Week 2 Day 4-5: Flash Attention 2

In this chapter, we will implement Flash Attention 2 for the Week 2 Qwen3 serving pipeline. The goal is to replace the regular attention path with a tiled implementation to reduce memory bandwidth and increase throughput, especially for long contexts.

📚 Readings

Why Flash Attention?

The key idea from the FlashAttention papers is that attention is often IO-bound, not FLOP-bound.

In the standard implementation, we compute:

S = QK^T
P = softmax(S + mask)
O = PV

This path materializes large L x S tensors (S and often P) in global memory. For long contexts, repeatedly writing and reading these tensors dominates runtime.

For example, if L = S = 4096:

One L x S matrix: 4096 x 4096 = 16,777,216 elements
float32 storage: ~64 MB per matrix per head
Scores + probabilities: ~128 MB temporary memory per head

So even before counting Q/K/V and output tensors, memory traffic is already huge.

IO-Aware Exact Attention

FlashAttention avoids this bottleneck by tiling Q/K/V into on-chip memory (cache / shared memory), and combining each tile with online softmax updates. Instead of storing the full attention matrix, it keeps only per-row running statistics (m, l) and partial output (o).

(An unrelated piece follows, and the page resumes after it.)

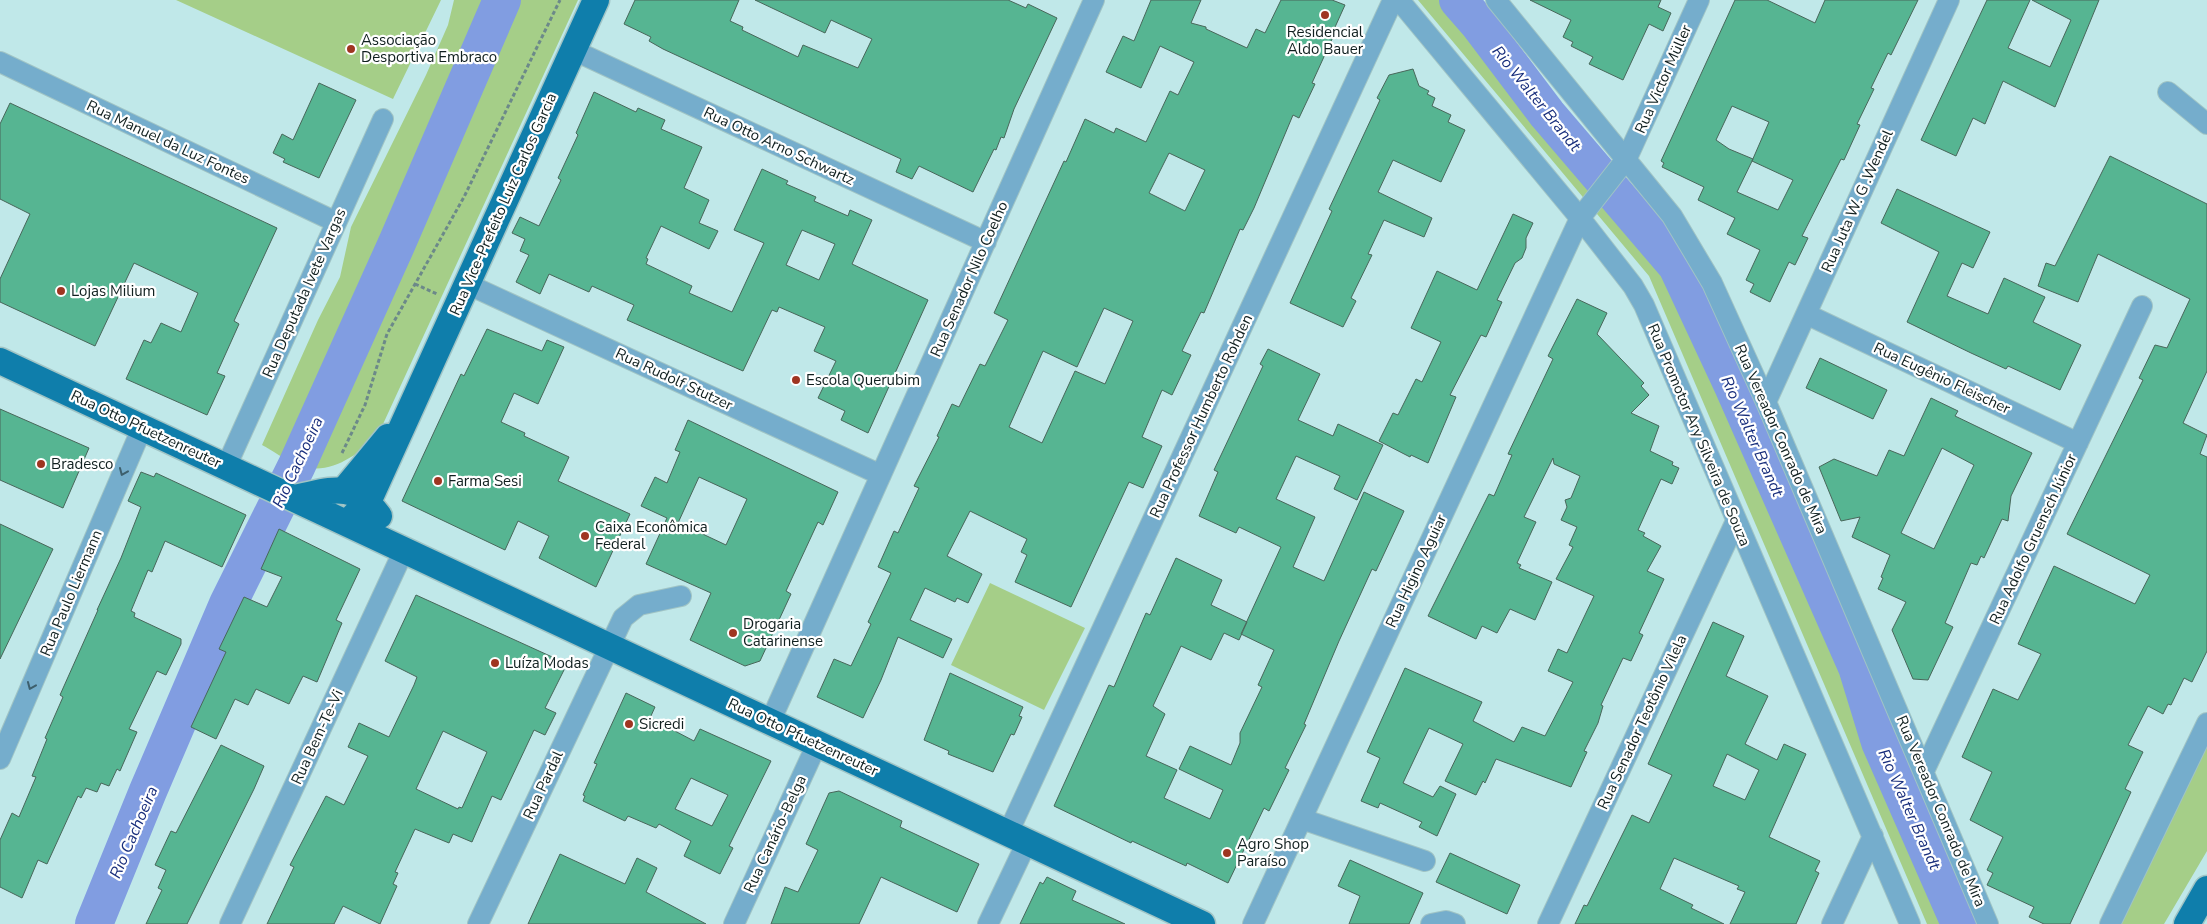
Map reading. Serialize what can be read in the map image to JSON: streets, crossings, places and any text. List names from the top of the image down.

This gives three practical benefits:

Exactness: same result as standard softmax attention (not an approximation).
Lower memory: activation memory scales linearly with sequence length instead of quadratically.
Higher throughput: fewer high-bandwidth-memory accesses, which is usually the real bottleneck.

Online Softmax Recap

For one query row, split keys/values into tiles j = 1..T:

$m^{(j)} = max (m^{(j - 1)}, max (s^{(j)}))$

$l^{(j)} = e^{m^{(j - 1)} - m^{(j)}} l^{(j - 1)} + \sum e^{s^{(j)} - m^{(j)}}$

$o^{(j)} = e^{m^{(j - 1)} - m^{(j)}} o^{(j - 1)} + \sum e^{s^{(j)} - m^{(j)}} v^{(j)}$

At the end:

$o = \frac{o ^{(T)}}{l ^{(T)}}$

This is the core numerical trick used by both the CPU and GPU kernels in this chapter, and the rest of the implementation is mostly about mapping this update rule to CPU loops and Metal threadgroups.

Task 1: Implement `flash_attention` Wrapper

src/tiny_llm/attention.py

Implement flash_attention(query, key, value, scale=None, mask=None) so it matches the extension API in tiny_llm_ext.

Follow the same shape convention as Week 1 and Week 2 attention:

query: B..., H_q, L, E
key:   B..., H,   S, E
value: B..., H,   S, E
mask:  B..., H_q, L, S
out:   B..., H_q, L, E

The wrapper should compute factor using mx.rsqrt when scale is None, flatten batch and head dimensions before calling into C++, and reshape the output back to the original layout. Make sure query, key, and value are contiguous before calling the extension. For mask, always broadcast to B..., H_q, L, S, reshape to (N, L, S), and cast to float32 so that CPU and GPU kernels receive exactly the same dtype.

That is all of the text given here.